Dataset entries
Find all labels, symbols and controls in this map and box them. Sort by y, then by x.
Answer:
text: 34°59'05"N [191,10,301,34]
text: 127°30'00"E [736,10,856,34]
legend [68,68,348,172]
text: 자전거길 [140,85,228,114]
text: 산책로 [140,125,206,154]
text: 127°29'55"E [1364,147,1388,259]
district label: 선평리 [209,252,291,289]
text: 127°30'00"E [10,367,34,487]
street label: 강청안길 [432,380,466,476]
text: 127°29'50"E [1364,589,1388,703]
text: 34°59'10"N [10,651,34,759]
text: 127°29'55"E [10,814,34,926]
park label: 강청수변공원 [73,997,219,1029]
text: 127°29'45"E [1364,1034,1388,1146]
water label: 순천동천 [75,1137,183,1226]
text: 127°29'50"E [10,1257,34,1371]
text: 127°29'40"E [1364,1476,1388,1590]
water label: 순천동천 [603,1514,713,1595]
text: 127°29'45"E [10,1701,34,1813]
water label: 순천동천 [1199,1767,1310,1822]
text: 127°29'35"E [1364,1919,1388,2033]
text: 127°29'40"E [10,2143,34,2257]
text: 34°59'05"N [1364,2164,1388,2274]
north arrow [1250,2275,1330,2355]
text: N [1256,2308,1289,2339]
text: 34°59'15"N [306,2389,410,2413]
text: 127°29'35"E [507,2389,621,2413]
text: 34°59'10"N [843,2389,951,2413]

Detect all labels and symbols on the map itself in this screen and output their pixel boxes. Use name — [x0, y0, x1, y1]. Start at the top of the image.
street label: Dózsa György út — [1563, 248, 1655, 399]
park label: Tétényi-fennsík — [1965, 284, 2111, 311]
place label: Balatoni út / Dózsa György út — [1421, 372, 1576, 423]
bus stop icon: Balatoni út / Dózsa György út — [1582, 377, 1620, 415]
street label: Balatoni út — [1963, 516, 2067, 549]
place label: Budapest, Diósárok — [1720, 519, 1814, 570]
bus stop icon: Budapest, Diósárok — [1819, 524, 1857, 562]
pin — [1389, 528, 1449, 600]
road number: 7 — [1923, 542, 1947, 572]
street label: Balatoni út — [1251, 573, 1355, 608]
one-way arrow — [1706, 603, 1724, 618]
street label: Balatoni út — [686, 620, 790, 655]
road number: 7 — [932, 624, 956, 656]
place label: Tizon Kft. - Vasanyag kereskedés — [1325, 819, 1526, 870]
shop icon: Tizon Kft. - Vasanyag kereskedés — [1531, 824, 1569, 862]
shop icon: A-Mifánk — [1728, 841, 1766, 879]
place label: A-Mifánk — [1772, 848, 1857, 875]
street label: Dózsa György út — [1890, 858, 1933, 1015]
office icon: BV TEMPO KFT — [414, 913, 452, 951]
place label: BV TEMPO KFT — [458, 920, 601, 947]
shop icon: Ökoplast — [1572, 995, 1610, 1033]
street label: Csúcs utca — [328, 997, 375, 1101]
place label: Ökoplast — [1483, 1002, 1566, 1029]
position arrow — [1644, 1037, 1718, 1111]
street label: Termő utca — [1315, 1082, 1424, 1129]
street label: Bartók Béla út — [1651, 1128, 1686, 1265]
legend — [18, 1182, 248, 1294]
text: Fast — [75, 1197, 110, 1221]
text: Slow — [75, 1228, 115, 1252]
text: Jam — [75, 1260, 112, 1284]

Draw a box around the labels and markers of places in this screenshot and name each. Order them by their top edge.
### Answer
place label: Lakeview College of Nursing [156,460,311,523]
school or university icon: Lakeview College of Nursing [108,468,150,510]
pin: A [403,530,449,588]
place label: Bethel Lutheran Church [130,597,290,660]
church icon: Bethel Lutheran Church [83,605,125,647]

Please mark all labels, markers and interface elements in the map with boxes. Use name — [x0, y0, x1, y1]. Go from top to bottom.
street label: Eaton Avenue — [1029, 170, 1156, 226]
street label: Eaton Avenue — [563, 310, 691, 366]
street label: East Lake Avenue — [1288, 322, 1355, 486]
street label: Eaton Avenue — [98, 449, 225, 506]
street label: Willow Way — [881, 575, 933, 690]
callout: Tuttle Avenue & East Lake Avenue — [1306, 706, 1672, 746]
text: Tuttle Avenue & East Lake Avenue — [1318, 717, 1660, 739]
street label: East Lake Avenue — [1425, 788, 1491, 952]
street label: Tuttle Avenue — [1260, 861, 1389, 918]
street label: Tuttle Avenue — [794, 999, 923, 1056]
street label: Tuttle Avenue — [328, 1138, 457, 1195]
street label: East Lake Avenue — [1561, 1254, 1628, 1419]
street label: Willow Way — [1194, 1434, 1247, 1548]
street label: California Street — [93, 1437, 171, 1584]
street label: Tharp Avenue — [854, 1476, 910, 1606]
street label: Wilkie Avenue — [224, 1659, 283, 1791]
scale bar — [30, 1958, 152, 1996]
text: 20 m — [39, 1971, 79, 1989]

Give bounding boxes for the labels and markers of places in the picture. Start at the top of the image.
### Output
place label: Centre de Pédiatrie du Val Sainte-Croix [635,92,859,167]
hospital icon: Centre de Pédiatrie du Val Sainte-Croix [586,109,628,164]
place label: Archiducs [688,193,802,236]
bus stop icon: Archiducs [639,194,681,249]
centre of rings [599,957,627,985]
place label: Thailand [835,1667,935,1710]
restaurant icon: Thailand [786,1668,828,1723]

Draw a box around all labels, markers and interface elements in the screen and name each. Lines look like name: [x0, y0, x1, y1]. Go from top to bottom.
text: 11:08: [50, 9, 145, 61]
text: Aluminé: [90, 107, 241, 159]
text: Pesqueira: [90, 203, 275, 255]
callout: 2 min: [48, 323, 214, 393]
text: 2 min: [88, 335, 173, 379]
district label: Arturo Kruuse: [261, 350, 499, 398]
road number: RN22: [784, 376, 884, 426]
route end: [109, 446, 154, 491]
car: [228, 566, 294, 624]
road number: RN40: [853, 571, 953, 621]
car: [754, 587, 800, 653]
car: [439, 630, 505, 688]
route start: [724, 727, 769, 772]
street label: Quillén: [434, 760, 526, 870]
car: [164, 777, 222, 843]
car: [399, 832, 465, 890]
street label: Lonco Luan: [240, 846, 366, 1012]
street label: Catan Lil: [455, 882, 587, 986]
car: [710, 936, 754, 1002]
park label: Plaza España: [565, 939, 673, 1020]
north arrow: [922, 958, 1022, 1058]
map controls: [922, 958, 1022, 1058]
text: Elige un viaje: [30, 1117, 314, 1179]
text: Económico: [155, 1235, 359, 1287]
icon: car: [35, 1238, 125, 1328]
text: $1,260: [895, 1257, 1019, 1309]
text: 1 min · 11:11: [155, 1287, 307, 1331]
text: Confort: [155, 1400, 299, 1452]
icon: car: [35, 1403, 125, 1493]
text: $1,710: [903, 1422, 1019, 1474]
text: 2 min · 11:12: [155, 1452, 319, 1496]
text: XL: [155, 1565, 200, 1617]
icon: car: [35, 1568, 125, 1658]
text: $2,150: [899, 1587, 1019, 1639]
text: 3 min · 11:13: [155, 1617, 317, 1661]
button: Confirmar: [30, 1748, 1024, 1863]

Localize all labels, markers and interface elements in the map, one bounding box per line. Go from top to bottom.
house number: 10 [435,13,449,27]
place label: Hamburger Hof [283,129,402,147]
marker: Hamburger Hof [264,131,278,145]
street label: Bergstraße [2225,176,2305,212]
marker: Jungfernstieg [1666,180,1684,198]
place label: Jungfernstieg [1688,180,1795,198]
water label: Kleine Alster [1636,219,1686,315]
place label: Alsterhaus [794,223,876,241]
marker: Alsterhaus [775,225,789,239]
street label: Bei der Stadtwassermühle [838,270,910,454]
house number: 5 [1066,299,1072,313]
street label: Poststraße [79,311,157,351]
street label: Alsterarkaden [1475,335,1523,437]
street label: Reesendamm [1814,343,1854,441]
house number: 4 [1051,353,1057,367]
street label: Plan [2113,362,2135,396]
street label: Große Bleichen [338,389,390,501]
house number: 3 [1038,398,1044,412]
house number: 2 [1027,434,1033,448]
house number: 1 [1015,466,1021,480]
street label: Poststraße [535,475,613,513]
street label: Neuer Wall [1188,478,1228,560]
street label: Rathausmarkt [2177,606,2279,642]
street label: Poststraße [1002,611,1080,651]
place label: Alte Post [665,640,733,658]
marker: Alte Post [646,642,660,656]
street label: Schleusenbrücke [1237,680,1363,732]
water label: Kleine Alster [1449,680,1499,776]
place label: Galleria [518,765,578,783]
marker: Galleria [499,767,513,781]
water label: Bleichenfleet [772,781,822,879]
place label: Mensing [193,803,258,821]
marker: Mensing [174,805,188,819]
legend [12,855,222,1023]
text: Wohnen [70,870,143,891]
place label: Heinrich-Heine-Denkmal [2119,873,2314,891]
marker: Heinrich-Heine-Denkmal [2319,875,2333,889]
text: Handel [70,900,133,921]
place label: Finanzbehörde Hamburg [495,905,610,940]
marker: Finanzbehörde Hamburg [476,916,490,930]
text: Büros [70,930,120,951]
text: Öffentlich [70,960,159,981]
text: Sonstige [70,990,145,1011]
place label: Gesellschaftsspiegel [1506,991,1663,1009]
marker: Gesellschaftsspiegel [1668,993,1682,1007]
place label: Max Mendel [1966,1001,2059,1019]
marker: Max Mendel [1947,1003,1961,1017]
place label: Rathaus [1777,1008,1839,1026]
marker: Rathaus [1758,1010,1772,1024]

**What is being asked:** Find the string "Draw" in the data. Report each line it appears in.

**Solution below:**
Draw a box around the labels and markers of places in this screenshot and name each. Order them by their top edge.
Draw a box around all labels, markers and interface elements in the screen and name each. Lines look like name: [x0, y0, x1, y1]. Go from top to bottom.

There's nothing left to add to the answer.